The mechanisms underlying cutaneous melanogenesis have been widely studied; however, very little is known about uveal melanogenesis. Melanin is normally produced by uveal melanocytes and gives the color to the iris. A derangement from this normal production may occur, for instance, by iatrogenic events, such as glaucoma therapy with prostaglandins that may enhance cutaneous and iris pigmentation. In this study, we investigated the mechanisms that regulate uveal melanogenesis in human uveal melanoma cells(92.1) and murine cutaneous melanoma cells(B16-F1). In the first part of the study, we compared the effects of known cutaneous pigmenting agents on the B16-F1 and 92.1 cells, showing an opposite response of the two cell lines. Subsequently, using argan oil, a known depigmenting agent for murine cutaneous melanoma cells, on 92.1 cells, we found that in these cells, it also functioned as an inhibitor of melanogenesis and tyrosinase expression.

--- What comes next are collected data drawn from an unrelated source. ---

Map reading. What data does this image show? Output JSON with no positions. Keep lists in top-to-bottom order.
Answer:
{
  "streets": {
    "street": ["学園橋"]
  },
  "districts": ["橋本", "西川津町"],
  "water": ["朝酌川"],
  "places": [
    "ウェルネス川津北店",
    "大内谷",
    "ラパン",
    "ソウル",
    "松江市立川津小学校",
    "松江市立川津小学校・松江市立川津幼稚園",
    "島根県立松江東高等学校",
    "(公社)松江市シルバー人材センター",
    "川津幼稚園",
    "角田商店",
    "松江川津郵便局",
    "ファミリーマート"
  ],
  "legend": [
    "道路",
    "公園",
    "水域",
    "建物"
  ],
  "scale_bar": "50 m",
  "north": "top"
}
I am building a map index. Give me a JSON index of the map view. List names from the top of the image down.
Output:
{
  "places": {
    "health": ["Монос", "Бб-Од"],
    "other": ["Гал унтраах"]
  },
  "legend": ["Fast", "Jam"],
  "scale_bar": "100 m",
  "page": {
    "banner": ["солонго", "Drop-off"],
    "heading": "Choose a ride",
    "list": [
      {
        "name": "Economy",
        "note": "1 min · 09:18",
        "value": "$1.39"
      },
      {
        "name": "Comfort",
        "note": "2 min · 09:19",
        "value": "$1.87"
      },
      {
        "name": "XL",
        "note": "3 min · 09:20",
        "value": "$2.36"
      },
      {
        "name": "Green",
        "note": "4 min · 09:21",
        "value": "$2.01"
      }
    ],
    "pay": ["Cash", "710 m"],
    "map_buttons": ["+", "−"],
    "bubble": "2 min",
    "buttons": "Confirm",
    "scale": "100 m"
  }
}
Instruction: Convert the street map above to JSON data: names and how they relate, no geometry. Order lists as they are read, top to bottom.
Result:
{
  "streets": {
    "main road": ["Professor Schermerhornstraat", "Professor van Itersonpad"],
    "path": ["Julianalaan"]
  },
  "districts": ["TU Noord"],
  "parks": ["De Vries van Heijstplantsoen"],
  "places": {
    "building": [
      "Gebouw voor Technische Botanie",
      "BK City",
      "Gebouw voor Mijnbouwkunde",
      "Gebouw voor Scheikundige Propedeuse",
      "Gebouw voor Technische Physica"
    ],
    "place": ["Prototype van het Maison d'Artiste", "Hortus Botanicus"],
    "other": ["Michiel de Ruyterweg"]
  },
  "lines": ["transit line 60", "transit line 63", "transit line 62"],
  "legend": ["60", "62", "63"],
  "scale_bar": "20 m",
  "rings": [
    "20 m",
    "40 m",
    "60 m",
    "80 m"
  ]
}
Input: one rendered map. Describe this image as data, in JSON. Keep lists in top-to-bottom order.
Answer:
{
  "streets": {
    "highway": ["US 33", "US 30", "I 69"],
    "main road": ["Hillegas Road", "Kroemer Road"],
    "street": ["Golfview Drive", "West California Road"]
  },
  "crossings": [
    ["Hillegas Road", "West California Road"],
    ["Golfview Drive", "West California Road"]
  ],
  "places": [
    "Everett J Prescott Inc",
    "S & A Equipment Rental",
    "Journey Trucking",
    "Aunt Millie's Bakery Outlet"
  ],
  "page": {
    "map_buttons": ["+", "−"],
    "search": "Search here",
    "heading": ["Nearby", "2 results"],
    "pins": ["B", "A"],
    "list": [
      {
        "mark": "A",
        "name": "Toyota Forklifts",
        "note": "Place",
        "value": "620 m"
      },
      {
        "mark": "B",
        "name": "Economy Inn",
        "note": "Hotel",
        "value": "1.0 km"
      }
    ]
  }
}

From a molecular perspective, treatment of the 92.1cells with argan oil decreased melanogenesis-associated transcription factor(MITF) gene expression by inducing MITF phosphorylation at Ser73, thus leading to MITF ubiquitination and disposal. It also led to the downregulation of the extracellular signal-regulated kinase(ERK)1/2 and Akt pathways, also known to be involved in cutaneous melanogenesis, although with an opposing function. Taken together, our data indicate that: ⅰ)some differences exist in the regulation of melanogenesis between cutaneous and uveal melanoma cells; and ⅱ)argan oil exerts a depigmenting effect on 92.1cells through its action on the ERK1/2 and Akt pathways.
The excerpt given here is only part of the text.